EL BÁRBARO ‘ARTE’ DE MARTIRIZAR A UN TORO

EL BÁRBARO ‘ARTE’ DE MARTIRIZAR A UN TORO UN SEÑORITO VESTIDO DE LENTEJUELAS

Eduardo Escobar

Por Eduardo Escobar

Cada año al empezar algunas personas de apariencia sensata se entregan a la extraña faena económica, bárbaro deporte o arte sanguinario, según la perspectiva, de convertir un noble animal en la víctima de sus horribles inclinaciones por mano de un señorito ambiguo y vestido de lentejuelas, que al fin de la liturgia se confunden en un amasijo ciego de sangre y de boñiga. Y otras, y son las más, renuevan su justo repudio ante las sevicias de la maldita fiesta brava. En las plazas gritan ole. Y llueven claveles sobre la arena. Y afuera agitan pancartas por el respeto a la vida del pobre toro magullado. El toro sufre, protestan unos. Y los otros sostienen orondos que el toro desconoce el sufrimiento. Discusión inútil, cuando uno no ocupa el lugar aterrado del inocente mamífero que acosan. Es obvio que todo organismo experimenta el espanto de la humillación. Y el toro acezante se marchita en el castigo a ojos vistas mientras se desangra en borbotones de coágulos oscuros.

La cosa tiene un prestigio prehistórico como herencia de tiempos heroicos y los eruditos la remontan a la mítica Creta del Minotauro y a las diversiones desprestigiadas de Nerón. Y cuenta con su propio martirologio: un montón de pendejos forrados en oro tributaron su flaco despojo bajo el cielo indiferente y ardiente al monstruo amorfo del respetable: el respetable público que deja al partir un montón de basura, un paraguas olvidado y un sombrero, y el silencio culpable después del trivial regocijo y los gratuitos aplausos.

La sádica costumbre nos llegó con los españoles, de quienes conservamos con tanto amor los malos hábitos más que las cualidades. El año del bicentenario de la emancipación vendría bien hacer el censo de las barbaries que de las hordas civilizadoras dejamos pelechar entre nosotros.
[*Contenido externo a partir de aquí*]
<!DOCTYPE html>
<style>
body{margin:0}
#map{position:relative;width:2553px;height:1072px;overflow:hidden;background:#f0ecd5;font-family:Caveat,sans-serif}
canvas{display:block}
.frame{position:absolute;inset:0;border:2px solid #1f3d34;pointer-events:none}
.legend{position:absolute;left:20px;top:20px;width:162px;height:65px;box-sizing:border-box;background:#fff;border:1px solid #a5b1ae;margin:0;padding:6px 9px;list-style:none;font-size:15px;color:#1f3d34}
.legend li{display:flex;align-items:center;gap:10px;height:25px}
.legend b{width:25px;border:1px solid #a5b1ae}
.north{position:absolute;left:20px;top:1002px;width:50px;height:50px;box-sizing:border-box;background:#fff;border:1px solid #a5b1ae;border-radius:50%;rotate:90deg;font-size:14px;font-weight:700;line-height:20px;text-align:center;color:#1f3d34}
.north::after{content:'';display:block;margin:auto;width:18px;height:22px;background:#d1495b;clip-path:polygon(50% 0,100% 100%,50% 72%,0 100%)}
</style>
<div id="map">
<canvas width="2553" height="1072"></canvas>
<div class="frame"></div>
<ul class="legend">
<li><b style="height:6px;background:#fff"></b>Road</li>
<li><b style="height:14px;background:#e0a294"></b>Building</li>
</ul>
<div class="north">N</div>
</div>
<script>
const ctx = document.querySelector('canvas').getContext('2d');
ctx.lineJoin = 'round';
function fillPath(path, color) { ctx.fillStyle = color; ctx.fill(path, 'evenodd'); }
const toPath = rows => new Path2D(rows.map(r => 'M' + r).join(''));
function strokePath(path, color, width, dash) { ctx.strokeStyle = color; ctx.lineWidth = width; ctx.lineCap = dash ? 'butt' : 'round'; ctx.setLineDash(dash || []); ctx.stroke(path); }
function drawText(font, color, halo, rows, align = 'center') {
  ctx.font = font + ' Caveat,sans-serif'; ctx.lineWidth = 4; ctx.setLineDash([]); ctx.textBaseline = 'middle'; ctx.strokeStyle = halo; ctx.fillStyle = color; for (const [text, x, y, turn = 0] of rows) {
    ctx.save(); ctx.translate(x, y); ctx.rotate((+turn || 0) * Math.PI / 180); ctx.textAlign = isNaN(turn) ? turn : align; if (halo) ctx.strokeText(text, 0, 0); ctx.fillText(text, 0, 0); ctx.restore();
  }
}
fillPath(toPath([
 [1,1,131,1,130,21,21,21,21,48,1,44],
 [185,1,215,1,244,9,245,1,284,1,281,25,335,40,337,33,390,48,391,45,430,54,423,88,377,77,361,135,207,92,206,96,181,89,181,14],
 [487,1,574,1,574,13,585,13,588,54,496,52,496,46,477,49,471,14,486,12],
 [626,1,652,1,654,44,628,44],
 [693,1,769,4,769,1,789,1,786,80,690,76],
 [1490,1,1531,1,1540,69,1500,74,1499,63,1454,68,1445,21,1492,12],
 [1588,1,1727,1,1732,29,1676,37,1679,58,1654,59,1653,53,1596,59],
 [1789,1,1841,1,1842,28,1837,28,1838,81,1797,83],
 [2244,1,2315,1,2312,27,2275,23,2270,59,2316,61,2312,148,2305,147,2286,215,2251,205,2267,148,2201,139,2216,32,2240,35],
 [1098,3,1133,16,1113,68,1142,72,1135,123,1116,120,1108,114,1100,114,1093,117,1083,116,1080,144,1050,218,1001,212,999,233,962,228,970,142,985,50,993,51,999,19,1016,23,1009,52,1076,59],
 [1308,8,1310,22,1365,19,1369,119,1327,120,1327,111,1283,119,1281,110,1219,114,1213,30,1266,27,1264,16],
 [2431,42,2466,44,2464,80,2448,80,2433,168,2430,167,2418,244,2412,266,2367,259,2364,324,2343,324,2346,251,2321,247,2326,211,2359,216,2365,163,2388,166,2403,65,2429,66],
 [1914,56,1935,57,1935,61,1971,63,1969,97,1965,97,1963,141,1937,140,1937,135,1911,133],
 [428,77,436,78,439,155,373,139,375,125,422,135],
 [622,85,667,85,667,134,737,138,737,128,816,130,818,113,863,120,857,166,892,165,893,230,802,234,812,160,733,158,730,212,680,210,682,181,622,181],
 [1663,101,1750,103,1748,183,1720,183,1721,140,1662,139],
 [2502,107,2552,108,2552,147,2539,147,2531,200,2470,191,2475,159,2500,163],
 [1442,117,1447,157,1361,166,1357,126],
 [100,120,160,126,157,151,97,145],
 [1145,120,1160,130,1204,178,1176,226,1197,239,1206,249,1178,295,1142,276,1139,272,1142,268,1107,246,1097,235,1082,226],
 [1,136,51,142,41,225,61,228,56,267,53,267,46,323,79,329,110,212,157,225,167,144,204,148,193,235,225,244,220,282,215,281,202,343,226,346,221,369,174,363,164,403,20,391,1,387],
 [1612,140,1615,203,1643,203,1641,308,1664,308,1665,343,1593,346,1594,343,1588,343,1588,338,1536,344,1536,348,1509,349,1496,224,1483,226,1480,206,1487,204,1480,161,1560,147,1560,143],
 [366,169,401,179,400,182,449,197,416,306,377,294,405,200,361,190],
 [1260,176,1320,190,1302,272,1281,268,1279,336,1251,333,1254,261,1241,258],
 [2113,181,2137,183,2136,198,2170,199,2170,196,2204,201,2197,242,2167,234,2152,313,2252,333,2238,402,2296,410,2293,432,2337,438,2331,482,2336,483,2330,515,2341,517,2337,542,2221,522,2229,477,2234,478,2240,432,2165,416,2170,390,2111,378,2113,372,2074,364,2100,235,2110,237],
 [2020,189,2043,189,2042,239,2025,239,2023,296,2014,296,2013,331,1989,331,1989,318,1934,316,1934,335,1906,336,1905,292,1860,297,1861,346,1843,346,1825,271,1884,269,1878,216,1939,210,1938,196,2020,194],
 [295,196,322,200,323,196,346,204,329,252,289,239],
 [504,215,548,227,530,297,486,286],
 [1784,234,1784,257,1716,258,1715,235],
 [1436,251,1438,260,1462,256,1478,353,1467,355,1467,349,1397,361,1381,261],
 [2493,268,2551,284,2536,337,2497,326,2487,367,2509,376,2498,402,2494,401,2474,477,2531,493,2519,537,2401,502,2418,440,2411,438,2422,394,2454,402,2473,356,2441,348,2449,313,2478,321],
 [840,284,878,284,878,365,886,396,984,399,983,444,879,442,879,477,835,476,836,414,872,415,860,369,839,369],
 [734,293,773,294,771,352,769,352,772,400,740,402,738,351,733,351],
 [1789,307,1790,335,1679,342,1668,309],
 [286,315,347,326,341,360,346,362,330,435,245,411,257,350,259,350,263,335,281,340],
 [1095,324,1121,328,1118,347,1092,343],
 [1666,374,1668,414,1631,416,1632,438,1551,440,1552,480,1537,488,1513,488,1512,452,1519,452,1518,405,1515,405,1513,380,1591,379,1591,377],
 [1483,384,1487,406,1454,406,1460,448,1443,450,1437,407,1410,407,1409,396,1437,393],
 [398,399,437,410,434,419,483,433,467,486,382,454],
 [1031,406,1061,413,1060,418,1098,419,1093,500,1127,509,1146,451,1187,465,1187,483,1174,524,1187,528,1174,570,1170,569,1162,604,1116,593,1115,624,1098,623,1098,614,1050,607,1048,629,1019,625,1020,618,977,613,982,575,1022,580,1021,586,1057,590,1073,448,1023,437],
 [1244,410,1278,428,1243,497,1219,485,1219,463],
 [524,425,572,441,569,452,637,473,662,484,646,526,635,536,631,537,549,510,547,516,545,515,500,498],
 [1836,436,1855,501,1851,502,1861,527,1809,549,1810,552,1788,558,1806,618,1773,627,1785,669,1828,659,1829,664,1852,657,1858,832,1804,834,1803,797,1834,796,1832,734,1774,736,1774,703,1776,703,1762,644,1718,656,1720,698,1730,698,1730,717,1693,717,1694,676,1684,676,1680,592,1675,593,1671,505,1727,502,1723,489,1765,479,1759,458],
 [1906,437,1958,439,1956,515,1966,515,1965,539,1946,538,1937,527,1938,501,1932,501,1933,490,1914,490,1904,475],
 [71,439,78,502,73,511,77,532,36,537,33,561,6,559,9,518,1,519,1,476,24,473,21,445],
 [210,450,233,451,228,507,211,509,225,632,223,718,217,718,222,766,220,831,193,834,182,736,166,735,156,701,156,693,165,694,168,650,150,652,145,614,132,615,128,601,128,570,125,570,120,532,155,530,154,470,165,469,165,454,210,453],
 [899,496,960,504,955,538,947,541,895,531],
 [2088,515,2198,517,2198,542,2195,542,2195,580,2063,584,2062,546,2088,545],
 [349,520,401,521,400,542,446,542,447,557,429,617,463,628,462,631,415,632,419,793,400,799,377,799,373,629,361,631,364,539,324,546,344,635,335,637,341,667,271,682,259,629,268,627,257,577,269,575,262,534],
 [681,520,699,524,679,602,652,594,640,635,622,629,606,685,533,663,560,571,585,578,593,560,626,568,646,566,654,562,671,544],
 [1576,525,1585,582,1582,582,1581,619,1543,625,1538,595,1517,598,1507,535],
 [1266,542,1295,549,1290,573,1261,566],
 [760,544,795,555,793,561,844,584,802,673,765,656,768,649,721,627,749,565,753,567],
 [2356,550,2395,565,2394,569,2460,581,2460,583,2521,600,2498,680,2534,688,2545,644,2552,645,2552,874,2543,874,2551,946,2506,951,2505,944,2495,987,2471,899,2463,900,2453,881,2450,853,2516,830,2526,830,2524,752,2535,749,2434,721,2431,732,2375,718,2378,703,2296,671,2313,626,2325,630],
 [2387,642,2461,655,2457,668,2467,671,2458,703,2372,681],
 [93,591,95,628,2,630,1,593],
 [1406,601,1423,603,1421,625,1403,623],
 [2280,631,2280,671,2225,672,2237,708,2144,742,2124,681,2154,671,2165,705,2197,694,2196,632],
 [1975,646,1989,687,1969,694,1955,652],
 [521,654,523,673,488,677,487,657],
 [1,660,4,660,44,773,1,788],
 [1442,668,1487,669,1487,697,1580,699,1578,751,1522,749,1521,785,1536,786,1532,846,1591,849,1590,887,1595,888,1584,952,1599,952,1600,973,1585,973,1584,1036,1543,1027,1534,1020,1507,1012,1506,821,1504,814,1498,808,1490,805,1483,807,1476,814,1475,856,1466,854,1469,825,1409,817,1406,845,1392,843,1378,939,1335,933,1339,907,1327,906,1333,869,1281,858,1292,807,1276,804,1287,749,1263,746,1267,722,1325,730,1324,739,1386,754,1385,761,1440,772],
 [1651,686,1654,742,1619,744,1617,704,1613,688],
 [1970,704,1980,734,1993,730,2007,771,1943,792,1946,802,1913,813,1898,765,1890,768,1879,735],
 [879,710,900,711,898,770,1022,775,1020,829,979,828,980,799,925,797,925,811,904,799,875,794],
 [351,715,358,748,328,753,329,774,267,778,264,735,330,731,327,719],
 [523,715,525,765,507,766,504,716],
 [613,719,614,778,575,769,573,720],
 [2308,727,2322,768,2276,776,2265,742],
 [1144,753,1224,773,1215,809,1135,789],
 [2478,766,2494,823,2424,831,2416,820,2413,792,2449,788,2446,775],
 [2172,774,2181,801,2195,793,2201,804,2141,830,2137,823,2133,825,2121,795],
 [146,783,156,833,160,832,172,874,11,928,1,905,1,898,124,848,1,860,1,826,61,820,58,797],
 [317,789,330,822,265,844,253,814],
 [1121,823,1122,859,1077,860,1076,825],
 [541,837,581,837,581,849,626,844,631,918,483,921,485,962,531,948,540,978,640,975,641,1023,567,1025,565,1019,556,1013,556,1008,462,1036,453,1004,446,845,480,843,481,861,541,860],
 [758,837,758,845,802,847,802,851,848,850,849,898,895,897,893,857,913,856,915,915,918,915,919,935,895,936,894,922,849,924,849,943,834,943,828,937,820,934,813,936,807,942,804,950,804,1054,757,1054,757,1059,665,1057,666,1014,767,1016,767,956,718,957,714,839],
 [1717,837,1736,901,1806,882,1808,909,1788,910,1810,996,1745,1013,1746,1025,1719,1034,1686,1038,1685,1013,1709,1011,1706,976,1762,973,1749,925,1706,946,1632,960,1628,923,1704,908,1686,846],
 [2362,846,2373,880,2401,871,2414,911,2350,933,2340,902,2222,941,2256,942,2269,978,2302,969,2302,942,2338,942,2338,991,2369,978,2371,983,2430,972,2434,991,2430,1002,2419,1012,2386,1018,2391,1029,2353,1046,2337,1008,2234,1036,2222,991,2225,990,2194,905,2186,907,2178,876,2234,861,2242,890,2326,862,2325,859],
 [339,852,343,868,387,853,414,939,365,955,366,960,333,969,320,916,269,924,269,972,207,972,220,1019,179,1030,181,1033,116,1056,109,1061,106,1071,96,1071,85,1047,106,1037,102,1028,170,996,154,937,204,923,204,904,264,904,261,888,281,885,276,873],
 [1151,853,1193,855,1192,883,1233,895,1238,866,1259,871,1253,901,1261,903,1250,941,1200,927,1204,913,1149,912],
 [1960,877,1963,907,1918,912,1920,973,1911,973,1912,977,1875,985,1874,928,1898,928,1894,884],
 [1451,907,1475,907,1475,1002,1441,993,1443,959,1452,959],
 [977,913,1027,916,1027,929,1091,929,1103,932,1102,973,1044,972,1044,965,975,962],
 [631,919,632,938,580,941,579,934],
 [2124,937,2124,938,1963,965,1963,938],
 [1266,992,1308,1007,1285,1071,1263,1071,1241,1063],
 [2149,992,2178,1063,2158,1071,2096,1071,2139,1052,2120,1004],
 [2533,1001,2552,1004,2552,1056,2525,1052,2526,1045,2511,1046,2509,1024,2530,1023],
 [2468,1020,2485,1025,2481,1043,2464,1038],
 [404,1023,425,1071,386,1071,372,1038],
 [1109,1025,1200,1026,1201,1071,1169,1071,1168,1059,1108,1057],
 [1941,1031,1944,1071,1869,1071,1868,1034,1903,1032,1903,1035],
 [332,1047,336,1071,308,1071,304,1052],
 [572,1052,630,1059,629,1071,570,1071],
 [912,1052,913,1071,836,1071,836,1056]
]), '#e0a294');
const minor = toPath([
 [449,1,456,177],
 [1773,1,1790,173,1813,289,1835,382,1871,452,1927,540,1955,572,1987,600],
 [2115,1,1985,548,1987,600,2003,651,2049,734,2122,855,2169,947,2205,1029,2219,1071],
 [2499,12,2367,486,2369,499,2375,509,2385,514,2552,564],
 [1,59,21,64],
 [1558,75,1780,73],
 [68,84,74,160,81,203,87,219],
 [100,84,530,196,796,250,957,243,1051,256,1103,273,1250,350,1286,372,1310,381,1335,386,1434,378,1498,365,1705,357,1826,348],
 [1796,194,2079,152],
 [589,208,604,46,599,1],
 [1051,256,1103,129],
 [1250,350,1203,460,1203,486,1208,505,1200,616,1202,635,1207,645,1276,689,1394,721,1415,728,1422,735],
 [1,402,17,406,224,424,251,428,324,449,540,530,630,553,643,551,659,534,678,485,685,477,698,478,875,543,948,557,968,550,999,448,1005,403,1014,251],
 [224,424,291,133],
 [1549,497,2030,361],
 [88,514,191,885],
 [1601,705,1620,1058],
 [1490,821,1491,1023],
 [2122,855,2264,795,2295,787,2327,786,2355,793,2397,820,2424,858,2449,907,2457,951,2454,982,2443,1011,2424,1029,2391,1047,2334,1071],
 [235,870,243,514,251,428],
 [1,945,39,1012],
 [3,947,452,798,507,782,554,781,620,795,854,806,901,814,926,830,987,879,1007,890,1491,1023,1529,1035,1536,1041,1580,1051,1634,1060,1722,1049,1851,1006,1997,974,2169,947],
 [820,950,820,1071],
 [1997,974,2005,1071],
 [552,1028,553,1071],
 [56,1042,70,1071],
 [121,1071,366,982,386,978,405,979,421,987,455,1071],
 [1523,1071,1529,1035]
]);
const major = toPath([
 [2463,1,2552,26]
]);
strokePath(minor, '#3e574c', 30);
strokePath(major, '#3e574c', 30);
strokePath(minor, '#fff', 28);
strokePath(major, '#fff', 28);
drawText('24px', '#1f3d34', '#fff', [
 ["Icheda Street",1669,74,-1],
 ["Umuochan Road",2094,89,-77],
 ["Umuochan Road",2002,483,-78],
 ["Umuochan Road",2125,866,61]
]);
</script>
Y contrastarlas con las virtudes que también nos debieron llegar con los caballos, los toros de lidia, los gallos de pelea y los benditos crucifijos.

Los toros de lidia esperan su turno para la masacre

Los aficionados a la vetusta impiedad alegan la belleza del rito que enfrenta un vanidoso harto de pobrezas a veces (más cornadas da el hambre) con un cornúpeta criado entre verduras como un príncipe, pero destinado a la puya, a las irrisorias banderillas, a ser perseguido por cuadrillas de payasos con monteras, engañado con trapos, y apuñaleado por fin, vomitando las entrañas, los pulmones vaciados por la herida, los ojos vidriosos como un viejo dios, mientras una funeral trompeta acompaña el último desmayo de su corazón traspasado por una espada.

La cosa de año en año se vuelve más risible, ridícula y anacrónica para una mayoría de personas sensibles que en todo el mundo hallan injusta e inútil tanta sevicia con un hermoso cuadrúpedo para deleite de una emperifollada jauría de plantígrados. Y consideran un abuso tanto boato y tanto bombo para el triste fin de masacrar un toro con perfecta impudicia. En todo caso, parece indigno de una especie que aspira a conquistar las estrellas, que se envanece de sus ciencias y de sus logros morales, tan relativos sin embargo, si aún se aferra a semejantes festivales punitivos, y primitivos, por puro amor al salvajismo y al dolor.

¿Matar es arte...?

Es innegable la belleza del toreo que los aficionados esgrimen para avalar el sombrío desmán. Pero la incierta belleza de la guerra no significa que sea deseable. Ni el fusilamiento y la tortura pueden mantenerse como un bien cultural porque a veces sirven para sus invenciones a los Boteros y a los Goyas. Alegan que si prohibieran la tauromaquia, como muchos pensamos que sería más humano y más decente, desaparecería el toro de lidia. Pero es posible que solo se transforme en otro ser menos pringado, resignado y molido, con otra gracia, dándole a su vez al cómico mataor la oportunidad de hacer algo de más provecho que hincharse con el orgullo de los verdugos a costa del irrespeto de un animal maravilloso, que solo sabe embestir porque no tiene más remedio. Y se le parece tanto a su pesar.